» **Work instruction**: Which lines mention "stream"? Show each one from the listing.

== == ==

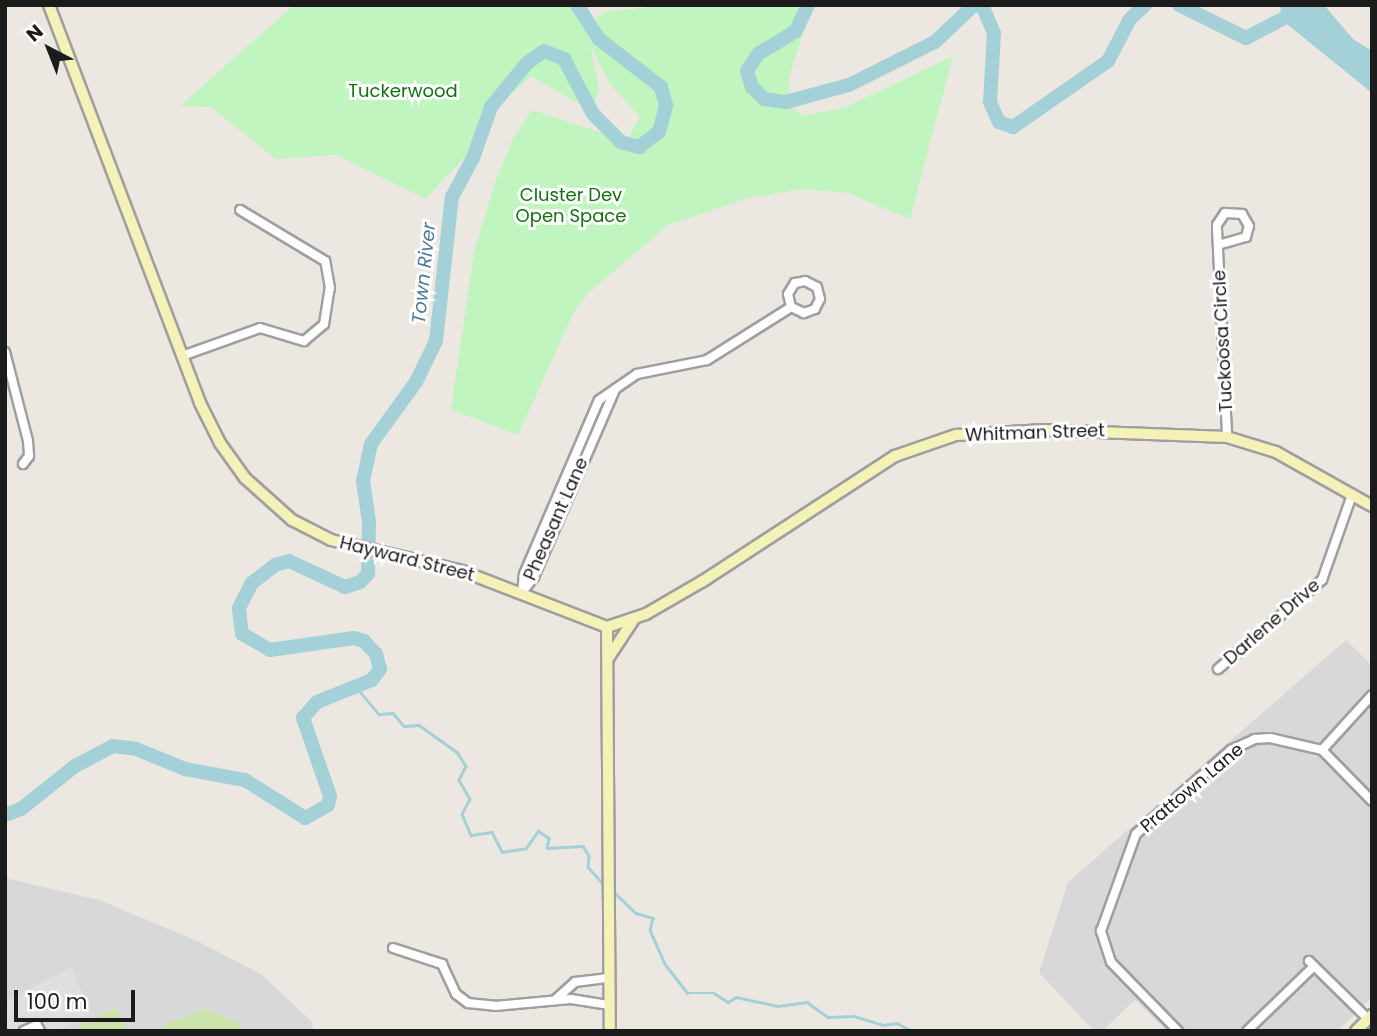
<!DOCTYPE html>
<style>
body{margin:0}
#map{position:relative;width:1377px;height:1036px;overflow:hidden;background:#ece8e1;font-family:Poppins,sans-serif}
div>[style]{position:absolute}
.residential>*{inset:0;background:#d9d8d8}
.grass>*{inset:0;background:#cbe4aa}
.park>*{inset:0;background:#c0f5c0}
.parking>*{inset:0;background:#dfdfdf}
.water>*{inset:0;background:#a4d0d7}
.stream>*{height:2.5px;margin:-1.25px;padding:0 1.25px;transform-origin:1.25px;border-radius:1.25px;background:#a4d0d7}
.river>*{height:14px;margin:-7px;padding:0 7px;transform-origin:7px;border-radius:7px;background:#a4d0d7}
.roads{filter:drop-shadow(2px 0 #9f9f9f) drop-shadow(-2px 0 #9f9f9f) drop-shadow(0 2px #9f9f9f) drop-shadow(0 -2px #9f9f9f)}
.street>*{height:8px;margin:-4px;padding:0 4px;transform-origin:4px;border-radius:4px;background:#fff}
.secondary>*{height:10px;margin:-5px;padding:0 5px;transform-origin:5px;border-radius:5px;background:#f4f2b7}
span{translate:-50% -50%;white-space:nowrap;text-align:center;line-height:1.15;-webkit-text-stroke:6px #fff;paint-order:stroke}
.park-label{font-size:18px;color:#137012}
.street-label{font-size:18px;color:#1b1b1b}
.water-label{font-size:19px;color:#4c7b9c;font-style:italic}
.frame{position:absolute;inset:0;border:7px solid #1b1b1b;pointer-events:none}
.north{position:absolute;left:14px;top:14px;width:70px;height:70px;-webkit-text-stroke:5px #fff;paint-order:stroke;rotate:318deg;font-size:19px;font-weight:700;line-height:28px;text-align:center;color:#1b1b1b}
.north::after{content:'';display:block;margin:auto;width:24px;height:32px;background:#1b1b1b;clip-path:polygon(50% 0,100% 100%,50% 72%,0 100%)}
.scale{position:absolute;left:14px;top:990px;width:121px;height:32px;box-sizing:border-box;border:4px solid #1b1b1b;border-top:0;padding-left:9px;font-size:21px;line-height:24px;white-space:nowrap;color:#1b1b1b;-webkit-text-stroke:5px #fff;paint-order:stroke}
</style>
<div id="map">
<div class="residential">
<i style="clip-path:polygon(1346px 640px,1372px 666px,1372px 997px,1338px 1031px,1167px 1031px,1135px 1000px,1102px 1031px,1094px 1031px,1039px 973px,1068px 882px)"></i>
<i style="clip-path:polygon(5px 878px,99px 900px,197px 941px,261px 974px,312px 1022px,314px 1031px,5px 1031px)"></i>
</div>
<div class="grass">
<i style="clip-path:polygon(116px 1008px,127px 1031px,79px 1031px,77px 1026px)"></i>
<i style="clip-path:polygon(205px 1009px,239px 1023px,242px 1031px,162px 1031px,166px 1024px)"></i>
</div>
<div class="park">
<i style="clip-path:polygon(294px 5px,590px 5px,585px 15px,587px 27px,604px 12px,667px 5px,811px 5px,788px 82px,791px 106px,801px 116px,844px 108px,953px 56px,910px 219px,848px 193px,803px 189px,748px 198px,668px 225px,587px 294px,574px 312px,518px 435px,451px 409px,474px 252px,495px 183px,512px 140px,532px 110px,626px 141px,640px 117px,610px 84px,590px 45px,599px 86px,596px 101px,576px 102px,531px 76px,503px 102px,468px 154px,425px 199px,336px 155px,276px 159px,211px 107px,180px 106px)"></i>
</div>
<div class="parking">
<i style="clip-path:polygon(71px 967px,91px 1013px,56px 1031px,5px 1031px,5px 1002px)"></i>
</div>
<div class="water">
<i style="clip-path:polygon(1280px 5px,1324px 5px,1353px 39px,1372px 51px,1372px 93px,1282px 20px)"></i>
</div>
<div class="stream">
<i style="left:357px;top:688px;width:34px;rotate:50deg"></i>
<i style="left:379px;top:714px;width:14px;rotate:-4deg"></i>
<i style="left:393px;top:713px;width:17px;rotate:50deg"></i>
<i style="left:404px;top:726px;width:15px;rotate:-4deg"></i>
<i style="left:419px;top:725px;width:47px;rotate:35.4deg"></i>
<i style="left:457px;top:752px;width:17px;rotate:57deg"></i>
<i style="left:466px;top:766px;width:16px;rotate:117deg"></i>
<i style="left:459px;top:780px;width:22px;rotate:60deg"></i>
<i style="left:470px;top:799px;width:17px;rotate:118deg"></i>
<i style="left:462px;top:814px;width:23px;rotate:67deg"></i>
<i style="left:471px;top:835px;width:21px;rotate:-8deg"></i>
<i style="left:492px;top:832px;width:22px;rotate:63deg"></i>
<i style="left:502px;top:852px;width:24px;rotate:-9deg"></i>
<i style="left:526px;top:848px;width:21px;rotate:-55deg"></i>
<i style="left:538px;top:831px;width:13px;rotate:32deg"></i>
<i style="left:549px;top:838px;width:10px;rotate:101deg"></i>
<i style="left:547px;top:848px;width:36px;rotate:-3deg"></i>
<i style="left:583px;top:846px;width:12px;rotate:59deg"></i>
<i style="left:589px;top:856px;width:11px;rotate:95deg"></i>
<i style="left:588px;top:867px;width:28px;rotate:48deg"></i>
<i style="left:613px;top:891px;width:32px;rotate:44deg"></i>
<i style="left:636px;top:913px;width:18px;rotate:16deg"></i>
<i style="left:653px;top:918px;width:12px;rotate:104deg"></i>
<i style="left:650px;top:930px;width:37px;rotate:66deg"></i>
<i style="left:665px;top:964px;width:37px;rotate:52deg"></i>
<i style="left:688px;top:993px;width:26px"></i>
<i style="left:714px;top:993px;width:17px;rotate:33deg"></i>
<i style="left:728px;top:1002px;width:9px;rotate:-32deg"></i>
<i style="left:736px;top:997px;width:43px;rotate:12.1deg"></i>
<i style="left:778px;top:1006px;width:29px;rotate:-8deg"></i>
<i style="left:807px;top:1002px;width:26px;rotate:36deg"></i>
<i style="left:828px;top:1017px;width:26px;rotate:-2deg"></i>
<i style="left:854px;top:1016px;width:30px;rotate:17deg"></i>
<i style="left:883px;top:1025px;width:14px;rotate:-8deg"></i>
<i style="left:897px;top:1023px;width:15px;rotate:28deg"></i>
<i style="left:910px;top:1030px;width:21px;rotate:3deg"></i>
</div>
<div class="river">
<i style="left:808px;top:5px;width:29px;rotate:115deg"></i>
<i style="left:796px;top:31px;width:44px;rotate:148.8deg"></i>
<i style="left:758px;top:54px;width:20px;rotate:123deg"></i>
<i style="left:747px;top:71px;width:17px;rotate:73deg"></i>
<i style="left:752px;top:87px;width:17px;rotate:45deg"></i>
<i style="left:764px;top:99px;width:22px;rotate:8deg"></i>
<i style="left:786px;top:102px;width:65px;rotate:-15.1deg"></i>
<i style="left:849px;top:85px;width:96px;rotate:-26.6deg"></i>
<i style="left:935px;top:42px;width:54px;rotate:-43.5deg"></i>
<i style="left:982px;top:5px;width:30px;rotate:67deg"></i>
<i style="left:994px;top:33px;width:69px;rotate:93.3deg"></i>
<i style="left:990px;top:102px;width:22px;rotate:66deg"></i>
<i style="left:999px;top:122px;width:15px;rotate:20deg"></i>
<i style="left:1013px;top:127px;width:116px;rotate:-34.8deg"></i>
<i style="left:1108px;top:61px;width:47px;rotate:-62.4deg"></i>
<i style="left:1130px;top:19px;width:21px;rotate:-43deg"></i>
<i style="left:1179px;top:5px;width:75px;rotate:26.2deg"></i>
<i style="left:1246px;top:38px;width:56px;rotate:-27.5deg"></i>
<i style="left:5px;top:815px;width:17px;rotate:-21deg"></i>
<i style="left:21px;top:809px;width:69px;rotate:-38.5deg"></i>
<i style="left:75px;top:766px;width:43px;rotate:-27.8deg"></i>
<i style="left:113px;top:746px;width:23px;rotate:7deg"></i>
<i style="left:136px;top:749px;width:53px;rotate:22.2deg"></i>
<i style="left:185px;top:769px;width:61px;rotate:10.4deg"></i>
<i style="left:245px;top:780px;width:71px;rotate:32.3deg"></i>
<i style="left:305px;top:818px;width:26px;rotate:-29deg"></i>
<i style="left:328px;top:805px;width:9px;rotate:-77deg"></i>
<i style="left:330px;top:796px;width:83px;rotate:-109.1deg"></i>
<i style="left:303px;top:718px;width:21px;rotate:-49deg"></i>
<i style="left:317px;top:702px;width:59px;rotate:-21.8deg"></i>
<i style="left:372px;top:680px;width:14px;rotate:-54deg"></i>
<i style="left:380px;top:669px;width:16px;rotate:-105deg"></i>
<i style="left:376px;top:654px;width:18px;rotate:-133deg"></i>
<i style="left:364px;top:641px;width:10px;rotate:-163deg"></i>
<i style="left:354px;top:638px;width:85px;rotate:171.9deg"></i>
<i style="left:270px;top:650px;width:32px;rotate:-150deg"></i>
<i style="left:242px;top:634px;width:26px;rotate:-97deg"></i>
<i style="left:239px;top:608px;width:28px;rotate:-63deg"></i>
<i style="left:252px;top:583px;width:29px;rotate:-38deg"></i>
<i style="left:275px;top:565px;width:15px;rotate:-16deg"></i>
<i style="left:289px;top:561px;width:62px;rotate:24.9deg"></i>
<i style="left:345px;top:587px;width:16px;rotate:-18deg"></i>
<i style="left:360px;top:582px;width:11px;rotate:-45deg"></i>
<i style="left:368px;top:574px;width:52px;rotate:-88.9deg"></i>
<i style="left:369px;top:522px;width:41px;rotate:-98.3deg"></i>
<i style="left:363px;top:481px;width:38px;rotate:-78deg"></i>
<i style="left:371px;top:444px;width:77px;rotate:-54deg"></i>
<i style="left:416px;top:382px;width:46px;rotate:-64deg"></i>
<i style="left:436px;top:341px;width:145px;rotate:-83.7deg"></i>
<i style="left:452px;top:197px;width:44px;rotate:-61.7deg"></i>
<i style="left:473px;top:158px;width:54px;rotate:-70.6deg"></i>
<i style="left:491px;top:107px;width:57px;rotate:-50.7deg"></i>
<i style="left:527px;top:63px;width:21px;rotate:-35deg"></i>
<i style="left:544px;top:51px;width:22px;rotate:22deg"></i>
<i style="left:564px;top:59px;width:62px;rotate:62.2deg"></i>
<i style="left:593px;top:114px;width:40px;rotate:45deg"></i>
<i style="left:621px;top:142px;width:19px;rotate:16deg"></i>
<i style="left:639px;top:147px;width:25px;rotate:-37deg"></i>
<i style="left:659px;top:132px;width:28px;rotate:-75deg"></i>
<i style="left:666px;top:105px;width:19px;rotate:-106deg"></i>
<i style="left:661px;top:87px;width:78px;rotate:-142.3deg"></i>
<i style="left:599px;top:39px;width:40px;rotate:-122.9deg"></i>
</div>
<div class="roads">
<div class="street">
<i style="left:1218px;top:245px;width:29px;rotate:-16deg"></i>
<i style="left:1246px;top:237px;width:11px;rotate:-75deg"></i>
<i style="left:1249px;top:226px;width:14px;rotate:-120deg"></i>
<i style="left:1242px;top:214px;width:17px;rotate:-177deg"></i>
<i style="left:1225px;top:213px;width:14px;rotate:124deg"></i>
<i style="left:1217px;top:225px;width:4px;rotate:90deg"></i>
<i style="left:1217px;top:229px;width:208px;rotate:87.2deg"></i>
<i style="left:5px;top:352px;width:92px;rotate:75.5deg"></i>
<i style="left:28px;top:441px;width:15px;rotate:86deg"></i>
<i style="left:29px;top:456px;width:10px;rotate:127deg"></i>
<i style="left:182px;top:356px;width:83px;rotate:-19.7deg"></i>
<i style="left:260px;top:328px;width:46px;rotate:16.5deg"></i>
<i style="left:304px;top:341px;width:26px;rotate:-40deg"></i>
<i style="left:324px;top:324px;width:36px;rotate:-81deg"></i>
<i style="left:330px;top:288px;width:27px;rotate:-100deg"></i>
<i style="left:325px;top:261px;width:99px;rotate:-149deg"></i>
<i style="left:523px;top:591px;width:18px;rotate:-52deg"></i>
<i style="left:534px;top:577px;width:204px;rotate:-66.6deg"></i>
<i style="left:522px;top:593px;width:19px;rotate:-84deg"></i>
<i style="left:524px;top:574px;width:189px;rotate:-66.7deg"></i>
<i style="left:599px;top:400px;width:46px;rotate:-34.4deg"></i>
<i style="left:637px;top:374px;width:71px;rotate:-11.3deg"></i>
<i style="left:707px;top:360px;width:99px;rotate:-32.2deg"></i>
<i style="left:791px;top:307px;width:13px;rotate:-103deg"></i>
<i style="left:788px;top:294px;width:13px;rotate:-58deg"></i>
<i style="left:795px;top:283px;width:10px;rotate:-11deg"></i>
<i style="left:805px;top:281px;width:13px;rotate:27deg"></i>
<i style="left:817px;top:287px;width:12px;rotate:76deg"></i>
<i style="left:820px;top:299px;width:11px;rotate:117deg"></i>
<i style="left:815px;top:309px;width:12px;rotate:160deg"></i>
<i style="left:804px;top:313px;width:14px;rotate:-155deg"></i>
<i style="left:1218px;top:669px;width:137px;rotate:-40.6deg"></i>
<i style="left:1322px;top:580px;width:90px;rotate:-70.6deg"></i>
<i style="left:1322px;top:750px;width:74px;rotate:-47.7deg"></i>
<i style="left:393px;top:948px;width:52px;rotate:18.1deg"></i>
<i style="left:442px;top:964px;width:33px;rotate:65deg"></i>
<i style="left:456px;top:994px;width:15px;rotate:37deg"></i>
<i style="left:468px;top:1003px;width:27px;rotate:6deg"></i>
<i style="left:495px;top:1006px;width:76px;rotate:-5.3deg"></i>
<i style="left:571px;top:999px;width:39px;rotate:9deg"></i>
<i style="left:1309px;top:961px;width:83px;rotate:44.5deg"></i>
<i style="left:555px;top:1000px;width:27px;rotate:-42deg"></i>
<i style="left:575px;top:982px;width:34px;rotate:-7deg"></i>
<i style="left:24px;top:1031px;width:14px;rotate:-25deg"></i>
<i style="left:37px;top:1025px;width:7px;rotate:63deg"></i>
<i style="left:1178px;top:1031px;width:96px;rotate:-134.2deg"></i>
<i style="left:1111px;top:962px;width:33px;rotate:-108deg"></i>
<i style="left:1101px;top:931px;width:103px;rotate:-70.2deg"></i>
<i style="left:1136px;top:834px;width:127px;rotate:-41.5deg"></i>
<i style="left:1231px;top:750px;width:26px;rotate:-25deg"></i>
<i style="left:1255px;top:739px;width:15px;rotate:-4deg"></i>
<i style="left:1270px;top:738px;width:53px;rotate:13deg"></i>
<i style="left:1322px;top:750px;width:71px;rotate:45.6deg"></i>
<i style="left:1247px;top:1031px;width:93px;rotate:-44.1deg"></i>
</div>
<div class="secondary">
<i style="left:49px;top:5px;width:426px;rotate:69.2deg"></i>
<i style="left:200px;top:403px;width:45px;rotate:63.4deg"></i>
<i style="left:220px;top:443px;width:43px;rotate:54.5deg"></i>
<i style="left:245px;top:478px;width:63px;rotate:41.8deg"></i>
<i style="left:292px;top:520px;width:44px;rotate:27.1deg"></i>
<i style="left:331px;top:540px;width:135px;rotate:13.3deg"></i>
<i style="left:462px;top:571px;width:155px;rotate:21.1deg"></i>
<i style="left:607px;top:627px;width:404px;rotate:89.6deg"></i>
<i style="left:607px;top:627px;width:41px;rotate:-18.4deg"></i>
<i style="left:646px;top:614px;width:66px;rotate:-30.1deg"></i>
<i style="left:703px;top:581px;width:229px;rotate:-33.1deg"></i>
<i style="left:895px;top:456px;width:65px;rotate:-19deg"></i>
<i style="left:956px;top:435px;width:89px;rotate:-3.2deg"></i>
<i style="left:1045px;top:430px;width:182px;rotate:2.2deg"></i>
<i style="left:1227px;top:437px;width:51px;rotate:17deg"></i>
<i style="left:1276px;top:452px;width:110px;rotate:29.4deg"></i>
<i style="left:609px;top:657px;width:45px;rotate:-56.7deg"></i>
<i style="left:1356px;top:1031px;width:23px;rotate:-45deg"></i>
</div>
</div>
<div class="park-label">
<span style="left:403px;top:91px">Tuckerwood</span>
<span style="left:571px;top:206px">Cluster Dev<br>Open Space</span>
</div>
<div class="street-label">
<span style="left:1223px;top:341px;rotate:-93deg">Tuckoosa Circle</span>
<span style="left:1035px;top:433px;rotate:-2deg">Whitman Street</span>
<span style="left:556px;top:519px;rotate:-66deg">Pheasant Lane</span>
<span style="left:407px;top:559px;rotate:14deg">Hayward Street</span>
<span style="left:1272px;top:622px;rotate:-41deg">Darlene Drive</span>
<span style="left:1192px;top:788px;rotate:-40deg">Prattown Lane</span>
</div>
<div class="water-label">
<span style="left:424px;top:273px;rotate:-84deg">Town River</span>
</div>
<div class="frame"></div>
<div class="north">N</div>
<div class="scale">100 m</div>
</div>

== == ==

» **Answer section**:
.stream>*{height:2.5px;margin:-1.25px;padding:0 1.25px;transform-origin:1.25px;border-radius:1.25px;background:#a4d0d7}
<div class="stream">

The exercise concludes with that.